Attachment #459893 - Flags: review?(dbaron)
I'm not familiar enough with code that old to criticize your backport in detail, Mike, but I'll mention a couple of high-level issues.

+      formattedMessage.AppendLiteral("  This cross-domain request will be "
+                                     "ignored by the next major release of "
+                                     "this browser.");

This diagnostic is going to be confusing coming from ff3.0.  Please change to something like "ignored by Gecko 1.9.3 (e.g. Firefox 4.0)".

+++ b/layout/style/test/ccd-standards.html

This test is unreliable if you don't also backport bug 536603.
(Gecko 1.9.3 was renamed to Gecko 2.0.)
(In reply to comment #92)
> I'm not familiar enough with code that old to criticize your backport in
> detail, Mike, but I'll mention a couple of high-level issues.
> 
> +      formattedMessage.AppendLiteral("  This cross-domain request will be "
> +                                     "ignored by the next major release of "
> +                                     "this browser.");
> 
> This diagnostic is going to be confusing coming from ff3.0.  Please change to
> something like "ignored by Gecko 1.9.3 (e.g. Firefox 4.0)".
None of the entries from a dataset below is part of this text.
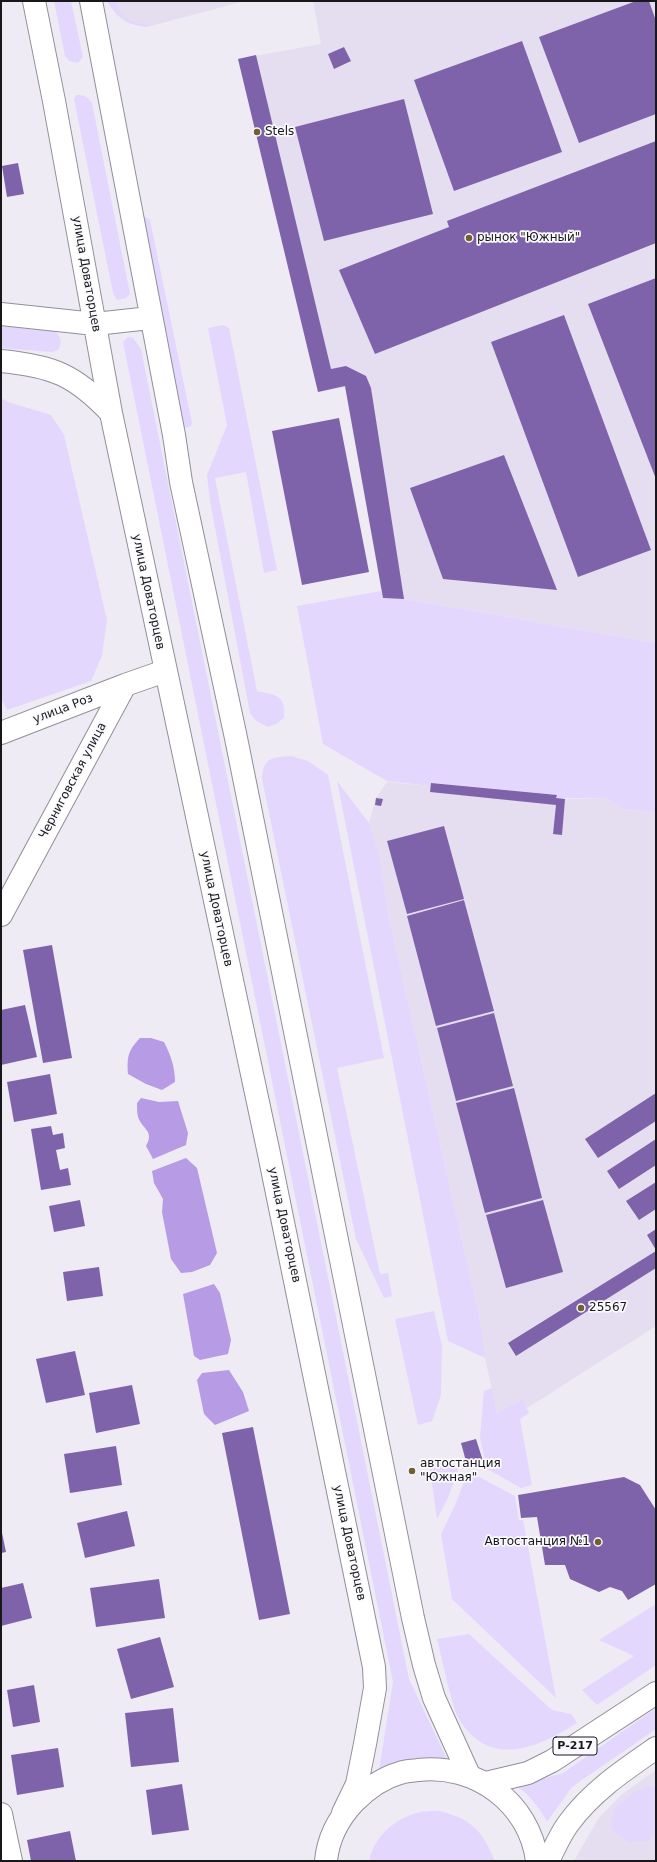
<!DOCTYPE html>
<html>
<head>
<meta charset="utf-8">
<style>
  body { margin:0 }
  #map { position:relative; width:657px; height:1862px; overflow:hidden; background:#eeebf5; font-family:"DejaVu Sans",sans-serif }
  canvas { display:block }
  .frame { position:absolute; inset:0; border:2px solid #18171a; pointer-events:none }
</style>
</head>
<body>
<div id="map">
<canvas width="657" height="1862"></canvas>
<div class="frame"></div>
</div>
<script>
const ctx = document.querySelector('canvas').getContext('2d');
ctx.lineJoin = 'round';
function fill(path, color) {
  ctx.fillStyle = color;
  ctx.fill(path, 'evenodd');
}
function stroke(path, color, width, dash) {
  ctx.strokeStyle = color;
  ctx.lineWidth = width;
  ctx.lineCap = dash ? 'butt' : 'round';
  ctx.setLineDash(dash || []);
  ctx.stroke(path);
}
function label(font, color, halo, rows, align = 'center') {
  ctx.font = font + ' "DejaVu Sans",sans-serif';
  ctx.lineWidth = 3.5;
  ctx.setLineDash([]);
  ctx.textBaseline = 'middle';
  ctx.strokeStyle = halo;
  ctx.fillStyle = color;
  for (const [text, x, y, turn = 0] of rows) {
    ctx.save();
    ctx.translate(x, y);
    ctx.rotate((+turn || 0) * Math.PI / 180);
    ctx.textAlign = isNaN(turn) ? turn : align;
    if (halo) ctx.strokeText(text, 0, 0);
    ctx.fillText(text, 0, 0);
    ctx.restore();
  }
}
fill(new Path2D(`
  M107,1H245L147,27L128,23L117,15Z
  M313,1H656V643L404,599L383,598L345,387L318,392L238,59L321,44Z
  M387,782L431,786V783L557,795L565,799L607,798L624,809L656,812V1326L527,1408L523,1398L497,1413L485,1358L482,1329L389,918L379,853L369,823L376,798Z
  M656,1770V1861H574L598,1819L621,1795Z`), '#e4def0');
fill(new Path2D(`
  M54,1H71L83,57L78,63L69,61L65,56Z
  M107,1H116C120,21 131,21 148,25L147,27C129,26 116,17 107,1Z
  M76,95C84,95 87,96 92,103L130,294L126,298L117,300L113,293L74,99Z
  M143,217H146L150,220L192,423L191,426L187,428L182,426Z
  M223,325L229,328L277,570L264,573L246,472L215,478L257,691C276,695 286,695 284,718L276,724L268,727L256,721L250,713L210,501L207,475L227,425L208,328Z
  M1,326L51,329C60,333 64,342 58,350L52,352L1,348Z
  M128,337L133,338L141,349L409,1679L447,1759C419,1756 405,1760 379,1770L393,1682L123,342Z
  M1,398L8,402L51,415L64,435L107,620L102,656L91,681L7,710L1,698Z
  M381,591L383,598L404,599L656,643V812L624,809L607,798H556V795L432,783L431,786L387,781L323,744L297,606Z
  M291,756L308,761L328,775L384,1058L337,1068L380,1274L388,1273L392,1296L384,1298L356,1239L262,779C263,758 272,757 291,756Z
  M337,781L369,823L379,853L389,918L482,1329L485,1358L448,1341Z
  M434,1311L442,1346L441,1395L432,1421L418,1425L395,1319Z
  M492,1388L497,1413L523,1398L529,1413L520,1419L532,1485L521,1488L487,1469L480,1438L484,1391Z
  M450,1463L459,1467L448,1498L437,1519L430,1469Z
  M468,1471L515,1496L519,1520H523L556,1698L452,1599L441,1534L456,1503Z
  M656,1604V1665L597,1705L582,1690L634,1656L599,1640Z
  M469,1634L552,1710L571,1714L577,1723C548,1741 508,1763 476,1739C468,1732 460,1723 456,1713C448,1689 443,1663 437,1639Z
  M656,1708V1729L572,1787L547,1822C539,1807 530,1796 517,1786L563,1773Z
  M650,1786L656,1788V1832L648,1841L629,1842L615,1833L611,1826L615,1808L635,1792Z
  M439,1811C472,1819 482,1830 495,1861H369C374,1837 394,1819 417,1813C423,1811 432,1811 439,1811Z`), '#e4d7fe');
fill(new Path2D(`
  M140,1038H151L164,1042C171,1056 175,1067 175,1082L162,1090L146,1084L128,1074C127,1056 128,1051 140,1038Z
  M141,1098L159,1102L178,1101L188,1133L186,1145L153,1159L146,1146C155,1131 142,1129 138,1117C137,1113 137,1108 137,1103Z
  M186,1158L197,1168L217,1253L210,1265L192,1272L181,1273L171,1259L162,1212L163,1199L154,1183L152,1171Z
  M214,1284L220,1293L231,1340L228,1354L200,1360L194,1356L183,1294Z
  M229,1370L243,1392L249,1411L215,1425L204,1414L197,1380L202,1373Z`), '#b79be5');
fill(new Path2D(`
  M636,1H649L656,21V114L579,143L539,37Z
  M522,41L562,152L454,191L414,80Z
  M344,47L351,61L334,69L328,54Z
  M256,55L331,369L346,366L366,376L371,388L404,599L383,598L345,386L318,392L238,59Z
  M404,99L433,214L324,241L295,127Z
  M656,141V243L375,354L339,270L449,227L447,221Z
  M18,163L24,194L7,197L2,166Z
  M656,278V479L588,304Z
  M564,315L651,550L578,577L491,342Z
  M339,418L369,572L302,585L272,431Z
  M504,455L557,590L443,579L410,488Z
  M431,783L557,795L556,798L565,799L562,835L553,834L556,805L430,792Z
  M376,798L383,799L381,806L375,805Z
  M444,826L464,899L407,914L387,841Z
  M464,900L494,1011L436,1026L407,916Z
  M52,945L72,1058L43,1063L23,950Z
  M25,1005L37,1057L1,1065V1010Z
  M494,1013L513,1086L456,1101L437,1028Z
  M50,1074L57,1114L14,1122L7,1082Z
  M514,1088L542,1198L485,1213L456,1103Z
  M656,1093V1121L598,1158L585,1139Z
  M51,1126L53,1135L63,1133L65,1148L56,1150L60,1170L68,1168L71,1185L41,1190L31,1129Z
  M656,1139V1165L619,1189L607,1171Z
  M656,1182V1209L639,1220L626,1201Z
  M80,1200L85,1226L54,1232L49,1206Z
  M543,1200L563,1272L506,1288L486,1215Z
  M656,1229V1250L647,1235Z
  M656,1251V1268L516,1356L508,1343Z
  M99,1267L103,1296L67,1301L63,1272Z
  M75,1351L85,1395L46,1403L36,1359Z
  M132,1385L140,1424L96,1433L89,1393Z
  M253,1427L290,1614L259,1620L222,1433Z
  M476,1439L483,1461L467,1465L461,1443Z
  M116,1446L122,1485L70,1493L64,1454Z
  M624,1477L640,1485L656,1510V1584L628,1600L622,1591L610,1587L599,1592L570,1579L565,1565H545L537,1517L521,1518L518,1495Z
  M127,1511L135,1546L85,1558L77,1523Z
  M1,1528L6,1552L1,1553Z
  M159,1579L165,1618L96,1627L90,1588Z
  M23,1583L32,1618L1,1626V1588Z
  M160,1637L174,1687L131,1699L117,1649Z
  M34,1685L40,1722L13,1727L7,1690Z
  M173,1708L179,1762L131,1767L125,1713Z
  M58,1748L64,1787L17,1795L11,1755Z
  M182,1784L189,1830L152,1835L146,1790Z
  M70,1831L76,1861H31L27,1840Z`), '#7f63aa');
const minor = new Path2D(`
  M1,733L125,685
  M1,915L125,685L165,671
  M1,1814L11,1861`);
const major = new Path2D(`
  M34,1L54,101L111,413L268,1149L374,1667L375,1688L365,1744L357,1784L343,1813
  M91,1L174,435L181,482L236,738L413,1618L424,1665L434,1698L469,1775
  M1,314L95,324L150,318
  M1,361C53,366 75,375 111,413
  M486,1783L528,1773L552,1761L656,1693
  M326,1861C328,1839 339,1818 354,1802C367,1789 382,1778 400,1773C405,1771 412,1771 418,1770C475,1763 530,1803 537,1861
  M548,1861C554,1849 560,1835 568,1824C591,1792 624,1770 656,1748`);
stroke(minor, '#928f98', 24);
stroke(major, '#928f98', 24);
stroke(minor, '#fff', 22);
stroke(major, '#fff', 22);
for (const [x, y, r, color] of [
  [257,132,4,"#71602e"],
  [469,238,4,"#71602e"],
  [581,1308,4,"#71602e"],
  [412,1471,4,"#71602e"],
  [598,1542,4,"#71602e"]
]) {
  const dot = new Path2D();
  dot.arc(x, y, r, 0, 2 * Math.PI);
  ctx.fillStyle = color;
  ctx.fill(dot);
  stroke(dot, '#faf9fd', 1.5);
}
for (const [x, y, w] of [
  [575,1746,44]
]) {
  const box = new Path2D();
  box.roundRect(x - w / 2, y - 9, w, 18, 3);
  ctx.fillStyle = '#faf9fd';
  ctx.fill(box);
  stroke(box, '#18171a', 1);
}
label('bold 11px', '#18171a', null, [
  ["Р-217",575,1746]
]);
label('12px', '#18171a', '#faf9fd', [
  ["Stels",265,132],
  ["рынок \"Южный\"",477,238],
  ["25567",589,1308],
  ["автостанция",420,1464],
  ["\"Южная\"",420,1478],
  ["Автостанция №1",590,1542,"right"]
], 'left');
label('12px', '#18171a', '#faf9fd', [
  ["улица Доваторцев",86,274,80],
  ["улица Доваторцев",148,592,78],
  ["улица Роз",63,709,-21],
  ["Черниговская улица",73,781,-62],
  ["улица Доваторцев",216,909,78],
  ["улица Доваторцев",284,1225,78],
  ["улица Доваторцев",349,1543,78]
]);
</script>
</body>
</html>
Fair enough, but please note that I backported the patch from ff3.5... which means ff3.5 says the same.
Comment on attachment 459893 [details] [diff] [review]
1.9.0 backport

> PRBool CSSParserImpl::ParsePageRule(nsresult& aErrorCode, RuleAppendFunc aAppendFunc, void* aData)
> {
>-  // XXX not yet implemented

Don't remove the "XXX not yet implemented" comment; it wasn't
removed in the original.

It looks like your patch dropped the three deletes of empty files
layout/style/test/redirect-{1,2,3}.css .  Is that a git quirk?  Please make
sure they get CVS removed if they're supposed to be removed.

r=dbaron with that fixed, though I can't really say I remember what's
different about the CSS parser since 1.9.

Please make sure that all layout/style/test mochitests pass before you land.
Attachment #459893 - Flags: review?(dbaron) → review+
That said, I really don't see why you want to backport this to 1.9.0; I think there are many much-more-serious security bugs that are unfixed on that (unsupported) branch.  I'd prefer leaving it alone.
(In reply to comment #95)
> It looks like your patch dropped the three deletes of empty files
> layout/style/test/redirect-{1,2,3}.css .  Is that a git quirk?  Please make
> sure they get CVS removed if they're supposed to be removed.

Looks like a quirk from when I applied the patch on my local tree.

> r=dbaron with that fixed, though I can't really say I remember what's
> different about the CSS parser since 1.9.
> 
> Please make sure that all layout/style/test mochitests pass before you land.

I did.

(In reply to comment #96)
> That said, I really don't see why you want to backport this to 1.9.0; I think
> there are many much-more-serious security bugs that are unfixed on that
> (unsupported) branch.  I'd prefer leaving it alone.

Debian is still supporting the 3.0 code base. I have backported all security fixes that affect 3.0 (except the Math.random one), but most of the time there is no need to modify the patches. Only in these cases I send the modified patch for review and to possibly avoid to someone else doing the work again.
Attached patch 1.9.0 backportSplinter Review
Addressed dbaron's comments, and modified warning message per comment 92.